[Stored items]
--- START ---
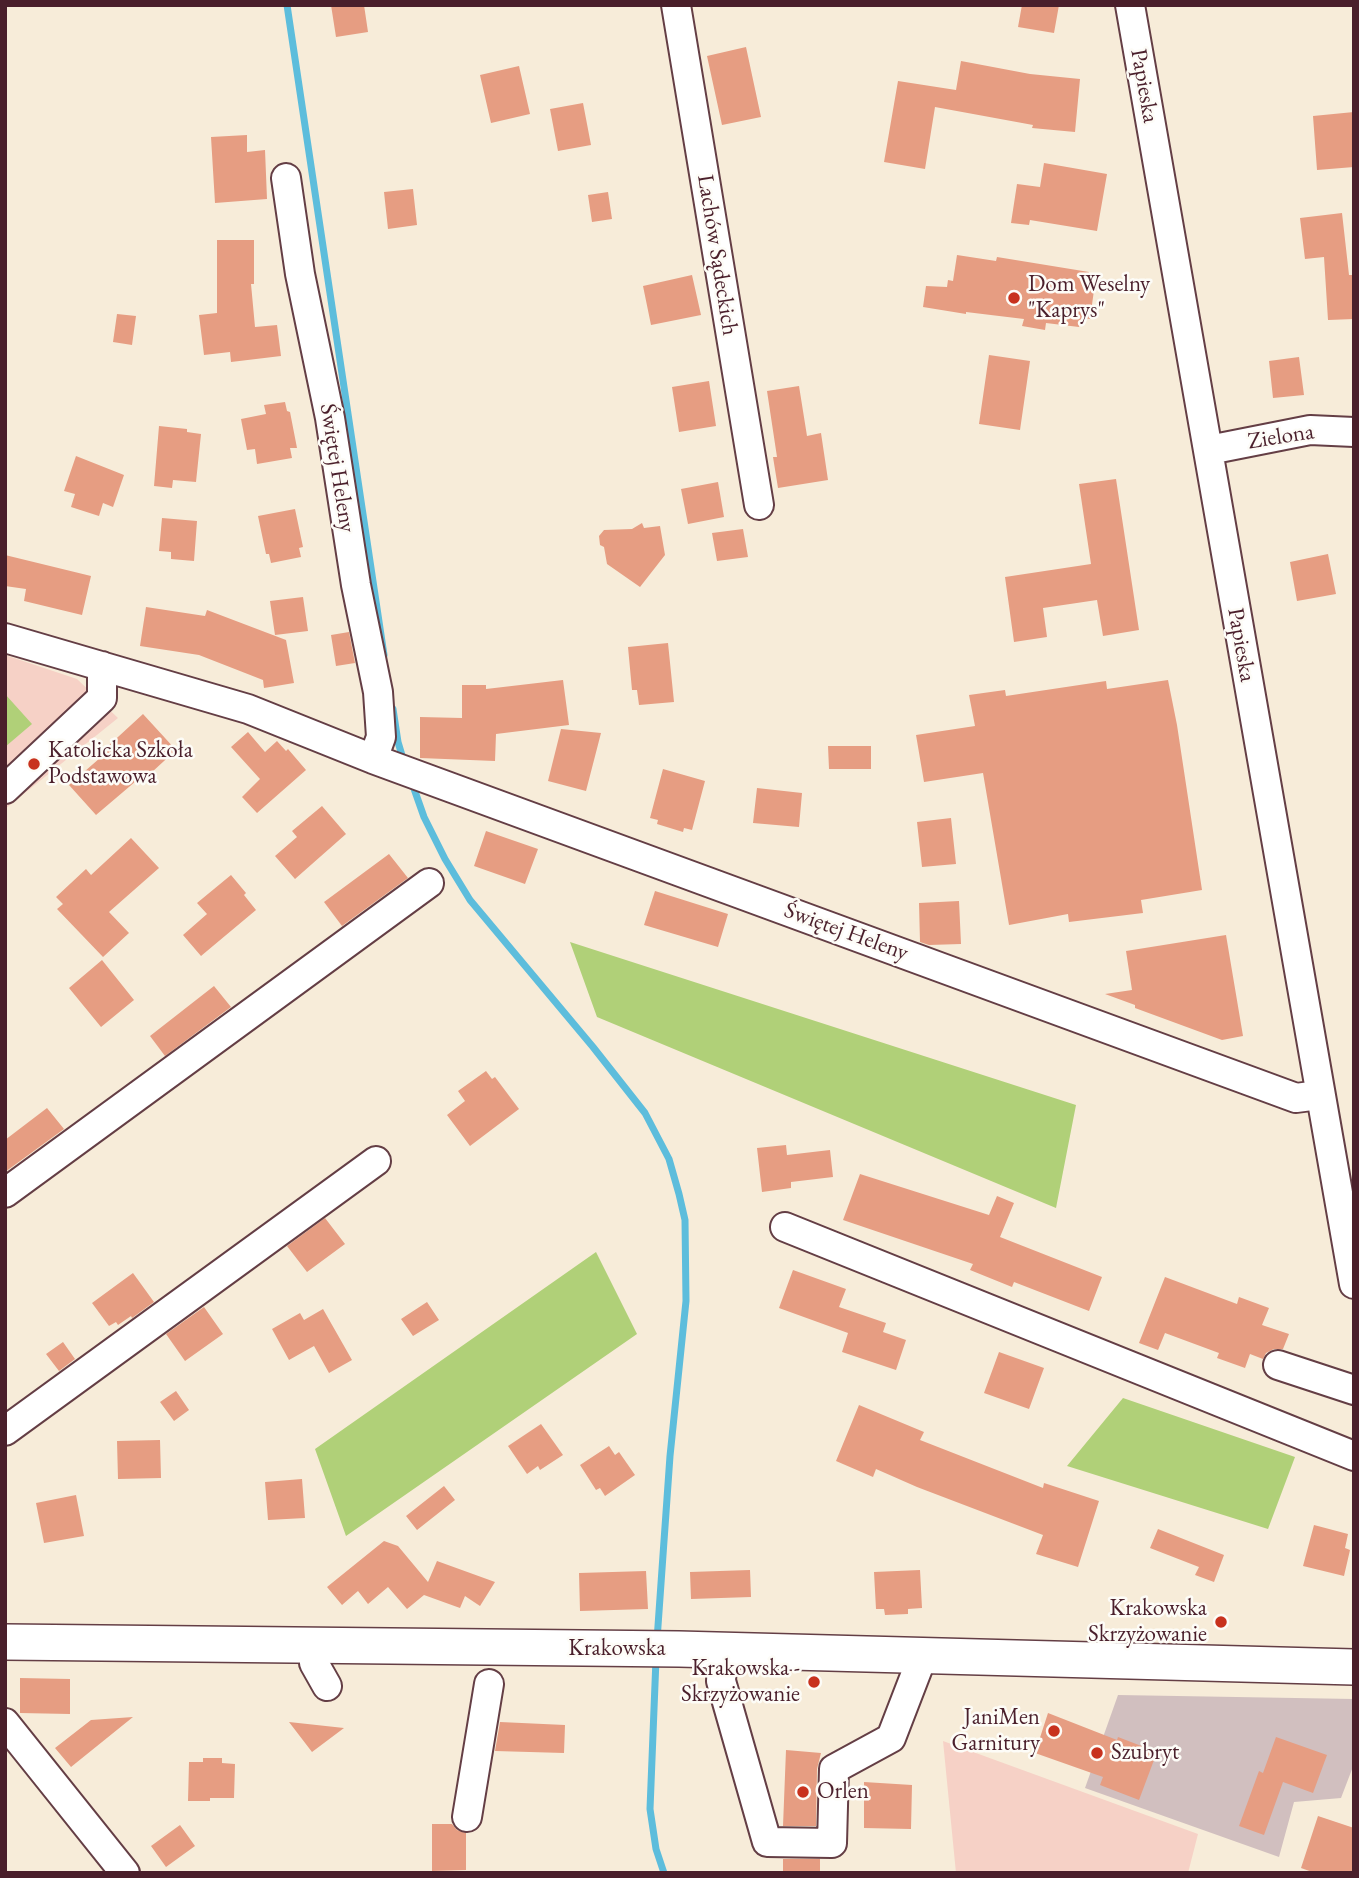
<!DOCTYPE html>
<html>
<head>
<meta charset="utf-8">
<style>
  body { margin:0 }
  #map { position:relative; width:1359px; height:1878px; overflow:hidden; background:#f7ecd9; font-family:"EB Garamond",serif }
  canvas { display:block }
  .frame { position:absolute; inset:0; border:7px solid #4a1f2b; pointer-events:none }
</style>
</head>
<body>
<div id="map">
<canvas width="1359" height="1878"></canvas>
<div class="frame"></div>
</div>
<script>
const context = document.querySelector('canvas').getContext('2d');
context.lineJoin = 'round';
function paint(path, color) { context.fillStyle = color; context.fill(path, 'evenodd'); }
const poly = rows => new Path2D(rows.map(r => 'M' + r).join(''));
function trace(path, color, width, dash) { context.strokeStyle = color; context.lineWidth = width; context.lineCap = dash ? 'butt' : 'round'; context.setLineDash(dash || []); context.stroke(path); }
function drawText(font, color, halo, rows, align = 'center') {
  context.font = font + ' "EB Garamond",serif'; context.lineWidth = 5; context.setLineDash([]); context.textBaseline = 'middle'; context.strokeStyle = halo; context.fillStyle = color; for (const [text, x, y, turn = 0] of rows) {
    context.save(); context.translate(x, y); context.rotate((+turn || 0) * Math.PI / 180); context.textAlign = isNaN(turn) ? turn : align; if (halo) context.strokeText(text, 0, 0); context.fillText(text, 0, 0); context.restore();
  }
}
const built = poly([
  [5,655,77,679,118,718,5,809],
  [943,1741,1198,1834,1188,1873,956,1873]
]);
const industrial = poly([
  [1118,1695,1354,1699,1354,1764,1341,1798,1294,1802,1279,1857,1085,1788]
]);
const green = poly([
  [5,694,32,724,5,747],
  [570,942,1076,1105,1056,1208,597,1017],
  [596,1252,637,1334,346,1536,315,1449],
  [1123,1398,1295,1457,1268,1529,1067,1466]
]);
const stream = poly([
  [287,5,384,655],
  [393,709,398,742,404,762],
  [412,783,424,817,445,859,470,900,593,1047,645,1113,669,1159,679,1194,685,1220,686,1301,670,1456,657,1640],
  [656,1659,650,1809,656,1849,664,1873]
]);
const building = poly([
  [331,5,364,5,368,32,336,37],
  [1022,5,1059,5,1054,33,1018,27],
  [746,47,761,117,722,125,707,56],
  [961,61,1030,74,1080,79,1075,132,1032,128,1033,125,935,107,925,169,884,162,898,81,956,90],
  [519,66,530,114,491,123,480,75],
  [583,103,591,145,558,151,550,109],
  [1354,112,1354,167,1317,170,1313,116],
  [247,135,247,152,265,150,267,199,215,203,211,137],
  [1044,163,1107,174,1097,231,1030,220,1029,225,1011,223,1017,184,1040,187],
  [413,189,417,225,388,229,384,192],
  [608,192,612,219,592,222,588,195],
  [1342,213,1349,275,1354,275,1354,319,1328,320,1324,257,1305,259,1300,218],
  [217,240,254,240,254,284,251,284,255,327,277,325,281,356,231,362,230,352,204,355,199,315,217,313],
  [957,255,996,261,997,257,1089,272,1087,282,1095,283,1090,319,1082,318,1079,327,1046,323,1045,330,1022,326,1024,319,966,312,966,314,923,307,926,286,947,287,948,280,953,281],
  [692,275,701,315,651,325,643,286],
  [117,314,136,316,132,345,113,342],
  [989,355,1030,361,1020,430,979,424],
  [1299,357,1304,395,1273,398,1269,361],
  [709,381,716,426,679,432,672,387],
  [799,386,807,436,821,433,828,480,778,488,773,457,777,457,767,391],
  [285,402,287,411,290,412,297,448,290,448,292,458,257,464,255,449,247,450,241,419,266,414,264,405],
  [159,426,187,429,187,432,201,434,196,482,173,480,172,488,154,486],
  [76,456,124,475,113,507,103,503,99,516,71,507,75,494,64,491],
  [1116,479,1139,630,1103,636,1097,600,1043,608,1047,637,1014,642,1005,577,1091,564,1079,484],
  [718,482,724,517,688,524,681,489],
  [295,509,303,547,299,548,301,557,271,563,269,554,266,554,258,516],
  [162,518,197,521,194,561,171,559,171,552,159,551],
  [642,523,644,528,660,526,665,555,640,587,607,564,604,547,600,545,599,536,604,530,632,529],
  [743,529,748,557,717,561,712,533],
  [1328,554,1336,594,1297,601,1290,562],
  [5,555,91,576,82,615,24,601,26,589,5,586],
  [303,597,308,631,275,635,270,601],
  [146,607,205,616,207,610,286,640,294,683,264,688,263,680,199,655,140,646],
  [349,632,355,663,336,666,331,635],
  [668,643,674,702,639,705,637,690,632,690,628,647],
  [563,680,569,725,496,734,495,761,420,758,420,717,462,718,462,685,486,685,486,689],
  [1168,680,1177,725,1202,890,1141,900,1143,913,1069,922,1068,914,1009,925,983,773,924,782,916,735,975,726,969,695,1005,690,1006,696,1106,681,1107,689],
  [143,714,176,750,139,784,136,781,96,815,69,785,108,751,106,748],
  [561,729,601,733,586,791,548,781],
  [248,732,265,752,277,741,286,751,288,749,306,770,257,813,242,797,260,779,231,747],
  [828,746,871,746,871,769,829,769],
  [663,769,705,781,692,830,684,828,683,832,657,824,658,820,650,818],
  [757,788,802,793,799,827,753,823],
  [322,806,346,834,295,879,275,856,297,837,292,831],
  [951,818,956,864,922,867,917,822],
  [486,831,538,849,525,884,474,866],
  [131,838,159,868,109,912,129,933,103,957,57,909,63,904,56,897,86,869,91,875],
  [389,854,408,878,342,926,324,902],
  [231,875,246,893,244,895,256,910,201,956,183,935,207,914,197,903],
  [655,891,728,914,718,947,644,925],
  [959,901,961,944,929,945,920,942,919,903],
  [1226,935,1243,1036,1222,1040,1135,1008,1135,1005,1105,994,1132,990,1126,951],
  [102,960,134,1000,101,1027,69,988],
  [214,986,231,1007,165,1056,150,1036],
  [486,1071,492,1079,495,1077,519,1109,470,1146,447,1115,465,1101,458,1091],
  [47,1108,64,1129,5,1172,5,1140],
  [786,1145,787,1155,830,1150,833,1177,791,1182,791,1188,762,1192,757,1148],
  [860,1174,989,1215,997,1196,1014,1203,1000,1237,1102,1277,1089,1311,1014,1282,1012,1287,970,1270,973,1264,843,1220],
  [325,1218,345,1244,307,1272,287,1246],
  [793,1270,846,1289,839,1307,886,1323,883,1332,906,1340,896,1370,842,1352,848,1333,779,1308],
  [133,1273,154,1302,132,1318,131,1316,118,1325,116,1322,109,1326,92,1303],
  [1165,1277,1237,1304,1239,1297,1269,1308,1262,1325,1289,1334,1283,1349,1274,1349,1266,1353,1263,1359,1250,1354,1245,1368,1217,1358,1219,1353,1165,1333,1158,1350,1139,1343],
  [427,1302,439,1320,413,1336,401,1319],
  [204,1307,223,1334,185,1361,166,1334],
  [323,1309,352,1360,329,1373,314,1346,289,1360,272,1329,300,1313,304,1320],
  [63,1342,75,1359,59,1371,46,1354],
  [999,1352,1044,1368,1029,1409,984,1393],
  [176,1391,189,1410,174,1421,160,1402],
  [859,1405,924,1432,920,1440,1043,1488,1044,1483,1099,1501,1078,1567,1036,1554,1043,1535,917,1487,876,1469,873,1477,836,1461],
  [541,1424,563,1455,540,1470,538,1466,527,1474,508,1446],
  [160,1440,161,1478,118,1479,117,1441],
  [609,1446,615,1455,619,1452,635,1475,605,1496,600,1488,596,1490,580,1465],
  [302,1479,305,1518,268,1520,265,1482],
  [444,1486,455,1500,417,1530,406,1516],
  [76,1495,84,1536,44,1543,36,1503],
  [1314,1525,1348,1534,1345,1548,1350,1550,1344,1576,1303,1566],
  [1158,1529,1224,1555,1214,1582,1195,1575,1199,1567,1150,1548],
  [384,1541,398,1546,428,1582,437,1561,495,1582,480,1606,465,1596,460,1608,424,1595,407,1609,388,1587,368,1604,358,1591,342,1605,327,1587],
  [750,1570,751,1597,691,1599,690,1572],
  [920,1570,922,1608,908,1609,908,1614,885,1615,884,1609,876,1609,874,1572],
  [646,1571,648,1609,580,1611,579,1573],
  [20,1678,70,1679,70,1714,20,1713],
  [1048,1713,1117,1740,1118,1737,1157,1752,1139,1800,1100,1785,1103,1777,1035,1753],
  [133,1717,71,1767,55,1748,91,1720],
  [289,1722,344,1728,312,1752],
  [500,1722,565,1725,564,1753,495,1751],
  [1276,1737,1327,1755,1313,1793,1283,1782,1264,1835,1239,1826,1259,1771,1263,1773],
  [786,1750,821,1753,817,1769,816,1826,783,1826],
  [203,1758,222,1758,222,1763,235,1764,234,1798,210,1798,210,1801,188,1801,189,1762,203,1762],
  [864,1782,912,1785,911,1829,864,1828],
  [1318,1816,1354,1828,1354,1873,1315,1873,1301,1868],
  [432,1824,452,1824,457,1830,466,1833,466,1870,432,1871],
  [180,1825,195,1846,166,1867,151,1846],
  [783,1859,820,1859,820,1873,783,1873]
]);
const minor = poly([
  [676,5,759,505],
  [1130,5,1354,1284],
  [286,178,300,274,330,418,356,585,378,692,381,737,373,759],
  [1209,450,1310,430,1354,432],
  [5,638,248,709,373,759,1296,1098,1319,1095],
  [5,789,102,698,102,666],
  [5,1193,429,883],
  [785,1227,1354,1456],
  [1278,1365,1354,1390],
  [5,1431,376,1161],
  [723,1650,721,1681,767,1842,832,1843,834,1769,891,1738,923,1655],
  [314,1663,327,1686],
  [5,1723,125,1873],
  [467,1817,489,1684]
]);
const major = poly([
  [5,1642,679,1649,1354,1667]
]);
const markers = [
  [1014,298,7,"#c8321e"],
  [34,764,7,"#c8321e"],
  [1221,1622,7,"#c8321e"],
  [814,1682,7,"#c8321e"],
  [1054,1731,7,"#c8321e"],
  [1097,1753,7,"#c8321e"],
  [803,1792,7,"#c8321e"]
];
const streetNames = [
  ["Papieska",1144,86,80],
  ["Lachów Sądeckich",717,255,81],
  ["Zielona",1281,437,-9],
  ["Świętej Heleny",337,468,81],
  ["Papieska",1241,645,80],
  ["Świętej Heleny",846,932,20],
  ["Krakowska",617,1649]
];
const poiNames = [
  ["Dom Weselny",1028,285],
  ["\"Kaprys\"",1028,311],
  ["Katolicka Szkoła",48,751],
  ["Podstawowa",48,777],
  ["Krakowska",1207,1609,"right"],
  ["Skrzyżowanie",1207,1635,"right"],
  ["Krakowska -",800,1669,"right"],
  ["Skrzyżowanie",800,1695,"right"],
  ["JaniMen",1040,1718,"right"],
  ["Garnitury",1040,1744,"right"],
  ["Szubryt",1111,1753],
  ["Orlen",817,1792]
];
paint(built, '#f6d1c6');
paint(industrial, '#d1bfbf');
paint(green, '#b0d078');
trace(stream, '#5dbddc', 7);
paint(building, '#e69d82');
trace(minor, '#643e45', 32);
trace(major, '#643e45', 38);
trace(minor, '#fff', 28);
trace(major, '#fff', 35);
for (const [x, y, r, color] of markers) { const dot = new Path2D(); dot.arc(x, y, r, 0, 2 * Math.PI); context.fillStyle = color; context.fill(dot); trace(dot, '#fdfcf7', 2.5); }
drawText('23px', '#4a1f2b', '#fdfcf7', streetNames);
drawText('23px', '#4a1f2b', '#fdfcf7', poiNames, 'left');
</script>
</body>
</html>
--- END ---
The answer must consist of every line from the entries above that contains the string "turn".

» Exercise response:
  context.font = font + ' "EB Garamond",serif'; context.lineWidth = 5; context.setLineDash([]); context.textBaseline = 'middle'; context.strokeStyle = halo; context.fillStyle = color; for (const [text, x, y, turn = 0] of rows) {
    context.save(); context.translate(x, y); context.rotate((+turn || 0) * Math.PI / 180); context.textAlign = isNaN(turn) ? turn : align; if (halo) context.strokeText(text, 0, 0); context.fillText(text, 0, 0); context.restore();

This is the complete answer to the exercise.